SEMA3F could not only be used as a biomarker for patients' survival but also possibly in therapy planning. For example, the chemosensitivity to fluorouracil of human colorectal cancer cells was investigated in vitro and in vivo. Cells with higher SEMA3F expression showed higher chemosensitivity and a higher rate of cancer cell apoptosis29. Moreover, rats injected with lung cancer cells expressing SEMA3F exhibited significantly prolonged survival compared to rats injected with control lung cancer cells30. Vice versa the knockdown of SEMA3F reduced the apoptotic activity of rituximab in diffuse large B-cell lymphoma (DLBCLC)31. Based on this SEMA3F expression could help to modify the treatment selection.

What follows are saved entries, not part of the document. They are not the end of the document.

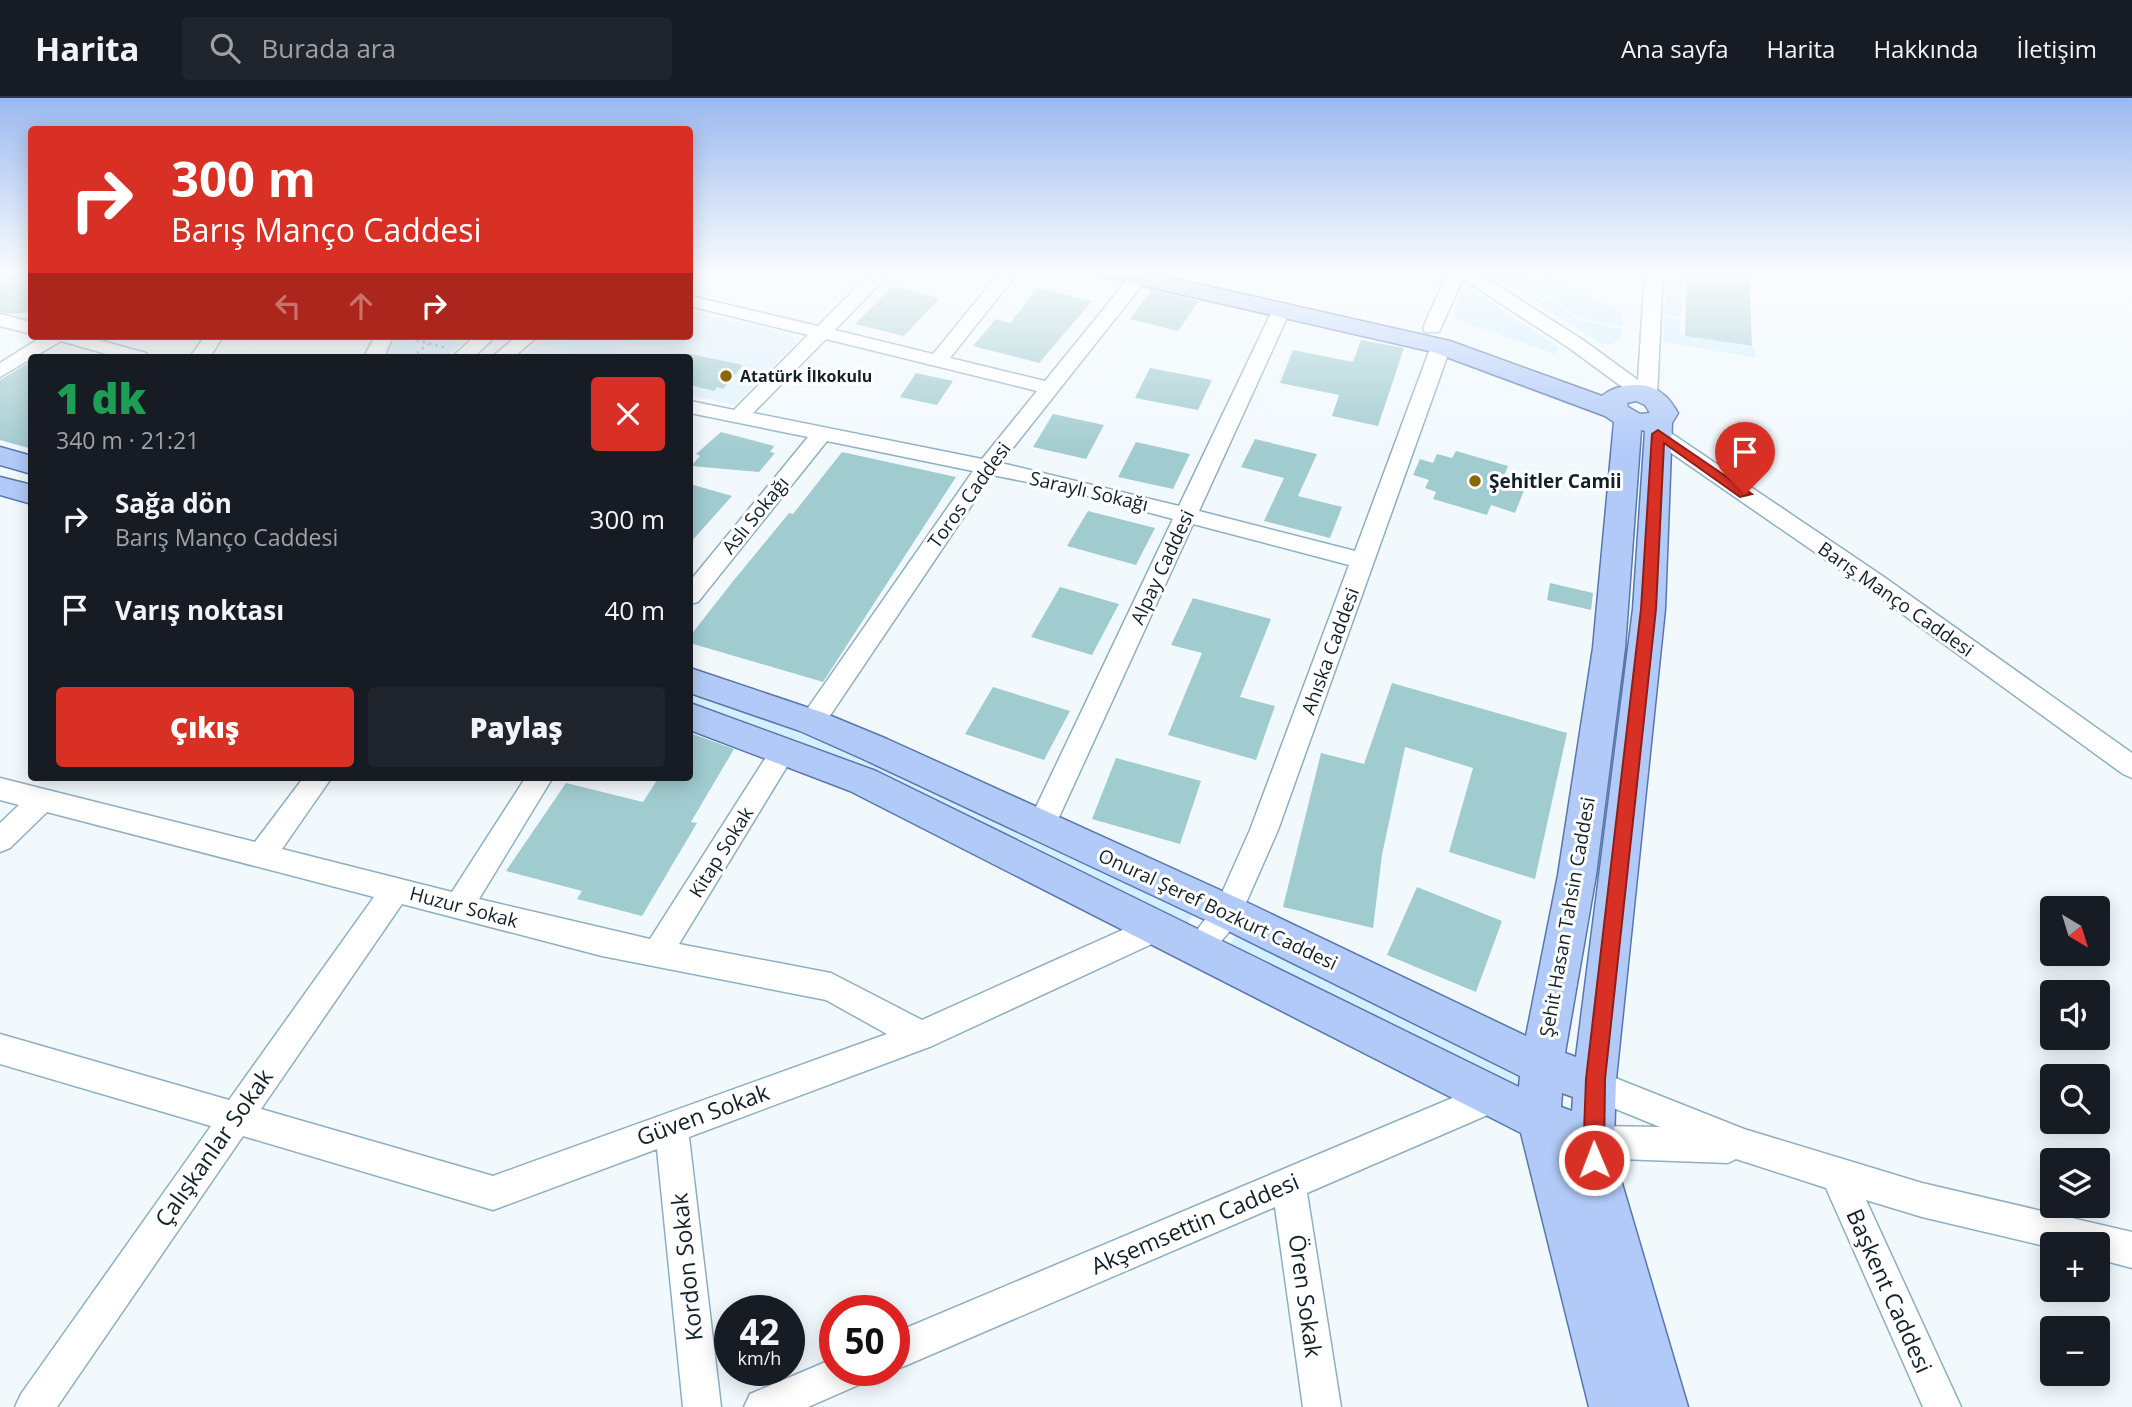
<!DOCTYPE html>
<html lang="tr">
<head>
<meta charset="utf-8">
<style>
	body { margin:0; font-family:"Open Sans",sans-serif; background:#20242c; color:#f1f3f6; height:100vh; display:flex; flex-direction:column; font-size:26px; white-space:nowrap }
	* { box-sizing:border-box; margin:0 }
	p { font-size:23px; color:#9ea1a6 }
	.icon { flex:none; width:38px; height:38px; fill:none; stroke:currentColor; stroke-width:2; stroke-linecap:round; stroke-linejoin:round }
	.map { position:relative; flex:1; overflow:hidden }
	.panel { position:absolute; left:28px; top:256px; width:665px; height:427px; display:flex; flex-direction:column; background:#171b24; border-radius:7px; box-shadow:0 4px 18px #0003 }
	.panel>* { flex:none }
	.banner { position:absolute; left:28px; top:28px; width:665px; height:214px; border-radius:7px; box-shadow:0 4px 18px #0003; background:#d93025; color:#fff; overflow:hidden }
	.needle { width:46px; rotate:142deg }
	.controls { position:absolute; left:2040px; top:798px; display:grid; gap:14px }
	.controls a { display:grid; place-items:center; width:70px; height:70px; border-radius:7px; background:#171b24; box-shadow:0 4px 18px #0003; font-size:35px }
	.speed { position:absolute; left:714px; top:1197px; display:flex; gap:14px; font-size:35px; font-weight:700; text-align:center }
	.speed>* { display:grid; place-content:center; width:91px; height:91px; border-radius:50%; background:#171b24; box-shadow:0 4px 18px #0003; line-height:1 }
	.speed small { font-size:18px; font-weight:400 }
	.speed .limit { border:10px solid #d22; background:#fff; color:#111 }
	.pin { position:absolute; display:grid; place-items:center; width:60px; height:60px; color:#fff; margin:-72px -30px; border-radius:50% 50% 50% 0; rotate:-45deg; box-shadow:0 0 7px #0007 }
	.pin .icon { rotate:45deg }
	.me { position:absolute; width:77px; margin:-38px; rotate:359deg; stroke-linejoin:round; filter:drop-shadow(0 0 5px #0008) }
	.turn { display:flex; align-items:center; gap:24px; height:147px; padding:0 28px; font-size:32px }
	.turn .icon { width:91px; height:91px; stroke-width:2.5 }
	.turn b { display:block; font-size:49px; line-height:60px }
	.lanes { display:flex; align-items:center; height:66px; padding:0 28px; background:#0003; justify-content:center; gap:35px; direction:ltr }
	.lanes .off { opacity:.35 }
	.round { display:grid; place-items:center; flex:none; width:74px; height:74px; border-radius:7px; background:#20242c }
	.overview { display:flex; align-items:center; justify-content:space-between; height:119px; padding:0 28px }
	h1 { font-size:42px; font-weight:800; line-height:52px; color:#1e9e55 }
	.cta { display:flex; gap:14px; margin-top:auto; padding:14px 28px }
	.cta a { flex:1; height:80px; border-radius:7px; background:#d93025; color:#fff; font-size:28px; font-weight:800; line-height:80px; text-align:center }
	.cta a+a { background:#20242c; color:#f1f3f6 }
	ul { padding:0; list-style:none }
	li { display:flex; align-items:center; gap:21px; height:91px; padding:0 28px }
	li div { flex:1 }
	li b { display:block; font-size:26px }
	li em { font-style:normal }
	header { display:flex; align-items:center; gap:42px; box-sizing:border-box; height:98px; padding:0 35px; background:#171b24; border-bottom:2px solid #363941 }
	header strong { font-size:33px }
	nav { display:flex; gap:38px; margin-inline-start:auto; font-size:24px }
	.search { width:490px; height:63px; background:#20242c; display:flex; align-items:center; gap:18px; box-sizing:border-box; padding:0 24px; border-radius:7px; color:#9ea1a6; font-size:26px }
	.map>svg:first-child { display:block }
</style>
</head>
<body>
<header>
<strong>Harita</strong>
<div class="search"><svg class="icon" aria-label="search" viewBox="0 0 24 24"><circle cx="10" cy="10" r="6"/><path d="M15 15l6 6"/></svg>Burada ara</div>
<nav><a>Ana sayfa</a><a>Harita</a><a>Hakkında</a><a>İletişim</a></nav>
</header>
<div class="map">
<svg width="2132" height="1309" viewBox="0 0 2132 1309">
	<rect width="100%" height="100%" fill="#f2f9fd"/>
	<path fill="#e0f1fb" d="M690,213L791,237L796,245L735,307L690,297V259H520L546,238H690Z"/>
	<path fill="#d2efff" d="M1485,173C1513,173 1530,174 1547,198L1536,205Z
		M1546,177L1623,215L1622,228L1595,224L1574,216L1556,203L1538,181Z
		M1667,184L1682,186L1681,219L1665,217Z
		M1466,189L1557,248L1559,251L1555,256L1454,221L1461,190Z
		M1548,201L1579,222L1621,231V241L1609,247L1600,245L1539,206Z
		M1664,219L1680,222V237L1754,249L1756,260L1663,244Z
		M394,238H429L462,246L444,259H386Z
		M571,238H606L630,243L614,259H587L556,252Z
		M690,594L858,657L1194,814L1187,829L760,633L690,608Z
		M1238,833L1523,973L1519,992L1229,848Z"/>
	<path fill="#a0cbcf" d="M0,173H32V214L11,216L0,214Z
		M1687,173H1749L1752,248L1685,238Z
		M893,188L940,200L904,238L855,226Z
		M1038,190L1092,203L1039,265L973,248L996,221L1010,225Z
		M1152,192L1199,203L1178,233L1130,221Z
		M1361,242L1404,250L1378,328L1332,318L1339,297L1280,285L1293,252L1353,264Z
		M690,256L743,267L723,291L717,289L714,293L690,287Z
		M32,263V351L0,342V282Z
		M1150,270L1212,282L1198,312L1135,300Z
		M916,275L953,283L937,307L900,299Z
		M1053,316L1104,327L1086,361L1033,349Z
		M721,334L774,348L770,354L775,355L759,374L691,368L700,358L696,356Z
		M1255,341L1317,356L1298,398L1342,409L1330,440L1264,423L1284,380L1241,369Z
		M1136,344L1190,356L1173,391L1118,379Z
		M1456,353L1508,368L1504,378L1527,385L1515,415L1491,407L1487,417L1433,401L1436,394L1425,390L1429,382L1413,377L1420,361L1433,365L1437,356L1452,360Z
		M842,354L956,379L823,584L690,545V538L734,482L789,415L793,416Z
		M690,386L732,398L690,445Z
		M1088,413L1155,430L1136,467L1067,448Z
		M1550,485L1593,495L1591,512L1547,502Z
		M1060,489L1119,506L1092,557L1031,539Z
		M1193,500L1271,521L1240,599L1275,608L1256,662L1168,637L1202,555L1171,547Z
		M1392,585L1567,635L1535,781L1449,754L1473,670L1405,649L1382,757L1373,830L1283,809L1321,655L1364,666Z
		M993,589L1070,613L1044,662L965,636Z
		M690,635L734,651L691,724L697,725L642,818L577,801L582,793L506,773L566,685L643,704L659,679H690Z
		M1116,660L1201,683L1180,746L1092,721Z
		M1417,789L1502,823L1476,894L1387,857Z"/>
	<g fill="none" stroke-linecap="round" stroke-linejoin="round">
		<g stroke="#8dafc2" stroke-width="3">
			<path id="minor" d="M873,173H892L835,232L933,256L1001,173H1019L950,260L1045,283L1133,175H1145L1148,179L1145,183L1001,365L1179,408L1273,211L1282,205L1289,207L1291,211L1199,413L1355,453L1431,248L1441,242L1451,248L1278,732L1238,823L1209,858L1199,862L1189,858L1184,849L1217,806L1250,732L1349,467L1193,426L1055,728L1051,736L1041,739L1031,736L1027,728L1173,421L1058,390L992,377L821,631L812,634L803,631L799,624L803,617L973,373L827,343L698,504L690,506V483L808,339L690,315V303L734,312L808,237L690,208V198L818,228ZM826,241L1037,293L982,361L753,315Z
				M1448,173H1475L1583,242L1638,282L1645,173H1663L1657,298L1647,304L1640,302L1569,250L1463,181L1439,234H1425L1423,230Z
				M0,216L32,224V236L0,228Z
				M43,238H84L146,255L149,259H117L61,243L0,279V265Z
				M205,238H223L210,259H190Z
				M375,238H393L384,259H364Z
				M475,238H496L474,259H452Z
				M517,238H538L514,259H492Z
				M1658,330L1665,331L1884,479L2132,655V680L2123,676L1868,491L1651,341L1648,336Z
				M784,642L793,645L797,652L679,846L831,875L922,922L1149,820L1159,816L1169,820L1174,829L1169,838L932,948L689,1039L721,1309H683L657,1051L493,1112L243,1038L57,1309H15L21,1296L211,1028L0,966V936L229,1002L374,799L47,714L10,750L0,754V725L19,707L0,702V680L255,744L304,679H332L282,751L452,794L526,679H553L479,801L650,841L775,645ZM402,806L602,858L826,902L887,936L493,1078L261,1011Z
				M1595,972L1744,1031L1922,1085L2132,1134V1170L2098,1161V1146H2053V1150L1922,1119L1866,1102L1961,1309H1923L1826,1090L1736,1061L1728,1065L1592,1060L1580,1056L1575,1044L1580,1032L1592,1028L1660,1029L1584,998L1579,987L1584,976Z
				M1495,982L1506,987L1511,998L1506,1009L1307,1095L1341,1309H1303L1275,1109L907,1267L894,1272V1235Z
				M835,1260V1272H868L863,1285L808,1309H744L750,1296Z"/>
		</g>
		<g stroke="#5877ac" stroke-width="3">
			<path id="major" d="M1098,173H1141L1450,243L1602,298C1617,285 1649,282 1664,297C1670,301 1674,309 1678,315L1672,325L1665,511L1616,981L1614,1044L1621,1082L1688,1309H1589L1521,1035L850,693L690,632V605L876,673L1519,989L1520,978L1214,826L863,661L800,633L690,595V570L824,615L887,641L1242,802L1526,938L1558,777L1593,550L1614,324L1605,318L1433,254L1110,180L1102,178ZM1636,303L1645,307L1650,315L1640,316L1628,309L1627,305ZM1641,332L1645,333L1633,511L1576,959L1565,955L1596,777L1625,550ZM1562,995L1573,999L1572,1013L1561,1009Z
				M0,349L32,358V376L0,367Z
				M0,379L32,387V406L0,397Z"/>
		</g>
		<path stroke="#939da2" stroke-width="2.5" stroke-dasharray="2 4.5" stroke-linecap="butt" d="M404,239L447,250
			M412,259L428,246"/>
		<use href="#minor" fill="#fff" fill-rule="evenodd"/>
		<use href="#major" fill="#b1caf8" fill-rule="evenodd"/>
	</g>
	<linearGradient id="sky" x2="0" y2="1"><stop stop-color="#9bb8ef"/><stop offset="0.49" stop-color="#f9fcfe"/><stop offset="1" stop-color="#f9fcfe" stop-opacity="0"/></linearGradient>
	<rect width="2132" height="356" fill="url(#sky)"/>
	<path fill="#d93025" stroke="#8d1f18" stroke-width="2" d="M1658,332L1752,396L1740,399L1664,345L1656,511L1605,981L1604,1062L1601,1069L1594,1072L1586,1069L1583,1062L1586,981L1641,511L1652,336Z"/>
	<g fill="#8c6709" stroke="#fff" stroke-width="2.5">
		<circle cx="726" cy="278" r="7"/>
		<circle cx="1475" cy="383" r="7"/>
	</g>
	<g text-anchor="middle" stroke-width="6" stroke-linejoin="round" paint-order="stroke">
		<g font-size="16" font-weight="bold" fill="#122027" stroke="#fff" text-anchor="start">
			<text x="740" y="284">Atatürk İlkokulu</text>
		</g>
		<g font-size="19" font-weight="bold" fill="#122027" stroke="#fff" text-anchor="start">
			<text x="1489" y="390">Şehitler Camii</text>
		</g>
		<g font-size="19" fill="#122027" stroke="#fff">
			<text transform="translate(1089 393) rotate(13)" y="7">Saraylı Sokağı</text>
			<text transform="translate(969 397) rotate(-54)" y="7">Toros Caddesi</text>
			<text transform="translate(755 417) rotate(-51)" y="7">Aslı Sokağı</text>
			<text transform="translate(1162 469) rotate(-65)" y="7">Alpay Caddesi</text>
			<text transform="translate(1896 501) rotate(35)" y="7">Barış Manço Caddesi</text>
			<text transform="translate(1330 553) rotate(-70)" y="7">Ahıska Caddesi</text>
			<text transform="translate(721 754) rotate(-58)" y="7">Kitap Sokak</text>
			<text transform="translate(464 809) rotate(15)" y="7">Huzur Sokak</text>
			<text transform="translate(1218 811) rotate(25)" y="7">Onural Şeref Bozkurt Caddesi</text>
			<text transform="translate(1567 819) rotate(-80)" y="7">Şehit Hasan Tahsin Caddesi</text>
		</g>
		<g font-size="23" fill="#122027" stroke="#fff">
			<text transform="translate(703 1017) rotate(-20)" y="8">Güven Sokak</text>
			<text transform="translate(214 1050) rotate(-55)" y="8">Çalışkanlar Sokak</text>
			<text transform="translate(1195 1126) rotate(-23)" y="8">Akşemsettin Caddesi</text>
			<text transform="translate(687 1169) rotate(-96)" y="8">Kordon Sokak</text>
			<text transform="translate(1889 1193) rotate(66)" y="8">Başkent Caddesi</text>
			<text transform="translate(1305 1198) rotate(82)" y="8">Ören Sokak</text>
		</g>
	</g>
</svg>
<div class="controls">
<a><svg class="needle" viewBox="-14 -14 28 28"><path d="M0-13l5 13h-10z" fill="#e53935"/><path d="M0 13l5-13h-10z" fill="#9ea1a6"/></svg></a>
<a><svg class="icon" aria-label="sound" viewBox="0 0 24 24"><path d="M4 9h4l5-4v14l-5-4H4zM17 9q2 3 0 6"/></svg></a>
<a><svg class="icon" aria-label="search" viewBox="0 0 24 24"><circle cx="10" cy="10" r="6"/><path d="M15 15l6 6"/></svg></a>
<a><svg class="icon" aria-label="layers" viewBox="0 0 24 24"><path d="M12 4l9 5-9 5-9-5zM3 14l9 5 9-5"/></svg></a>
<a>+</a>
<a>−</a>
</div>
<div class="speed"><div>42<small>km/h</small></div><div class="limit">50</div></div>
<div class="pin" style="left:1745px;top:396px;background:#d93025"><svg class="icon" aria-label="arrive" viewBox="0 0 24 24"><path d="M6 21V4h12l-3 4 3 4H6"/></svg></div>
<svg class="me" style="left:1594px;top:1062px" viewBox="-20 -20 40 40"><circle r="17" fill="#d93025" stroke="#fff" stroke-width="3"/><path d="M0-11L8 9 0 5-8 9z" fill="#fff"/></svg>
<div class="banner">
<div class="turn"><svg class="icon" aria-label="right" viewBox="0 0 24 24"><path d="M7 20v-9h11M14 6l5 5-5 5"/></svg><div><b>300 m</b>Barış Manço Caddesi</div></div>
<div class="lanes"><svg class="icon off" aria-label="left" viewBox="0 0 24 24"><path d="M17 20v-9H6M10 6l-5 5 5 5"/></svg><svg class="icon off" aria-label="ahead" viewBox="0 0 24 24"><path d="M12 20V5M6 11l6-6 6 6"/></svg><svg class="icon" aria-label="right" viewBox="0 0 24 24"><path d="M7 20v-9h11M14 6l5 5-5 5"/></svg></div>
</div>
<section class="panel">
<div class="overview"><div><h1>1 dk</h1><p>340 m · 21:21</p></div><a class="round" style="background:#d93025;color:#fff"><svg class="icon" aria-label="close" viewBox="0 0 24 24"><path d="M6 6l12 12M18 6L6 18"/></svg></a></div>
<ul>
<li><svg class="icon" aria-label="right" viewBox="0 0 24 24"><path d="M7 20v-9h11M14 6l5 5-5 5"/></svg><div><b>Sağa dön</b><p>Barış Manço Caddesi</p></div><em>300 m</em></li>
<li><svg class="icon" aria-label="arrive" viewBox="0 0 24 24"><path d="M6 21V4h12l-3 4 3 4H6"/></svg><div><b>Varış noktası</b></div><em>40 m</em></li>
</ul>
<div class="cta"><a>Çıkış</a><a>Paylaş</a></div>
</section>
</div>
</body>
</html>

In summary, our study has identified SEMA3F as a factor associated with favorable patient survival, particularly in those with early-stage esophageal adenocarcinomas. Furthermore, NRP2 expression could be correlated with a higher rate of lymph node metastases. Although retrospective in design, our findings have the potential to greatly inform future clinical decision-making, subject to validation through additional fundamental and prospective clinical studies. Low SEMA3F expression may identify a higher-risk subgroup within the traditionally defined low-risk patient category. This subgroup could benefit from more aggressive treatment options or intensified post-treatment care.

Conclusions

We demonstrated that positive SEMA3F protein expression is correlated with favorable patient survival in esophageal adenocarcinoma. Moreover, SEMA3F could be identified as an independent factor for better patient survival in patients with early tumor stage (pT1N0-3, pT1-4N0, pT1N0). The SEMA3F receptor NRP2 is associated with a higher likelihood of lymph node metastases. This highlights the necessity for further prospective clinical research to investigate whether negative SEMA3F expression and positive NRP2 expression could identify a subset of patients who are at higher risk. Such markers hold the potential to recalibrate risk assessment in patients who are currently categorized as low-risk by conventional pathological classifications, thereby necessitating more tailored monitoring and management strategies. These patients could potentially benefit from intensified follow-up, more aggressive systematic therapy options, or even extended lymphadenectomy. Additionally, the SEMA3F/NRP2 pathway may present novel therapeutic avenues if subsequent foundational studies corroborate its purported tumor-suppressive capabilities.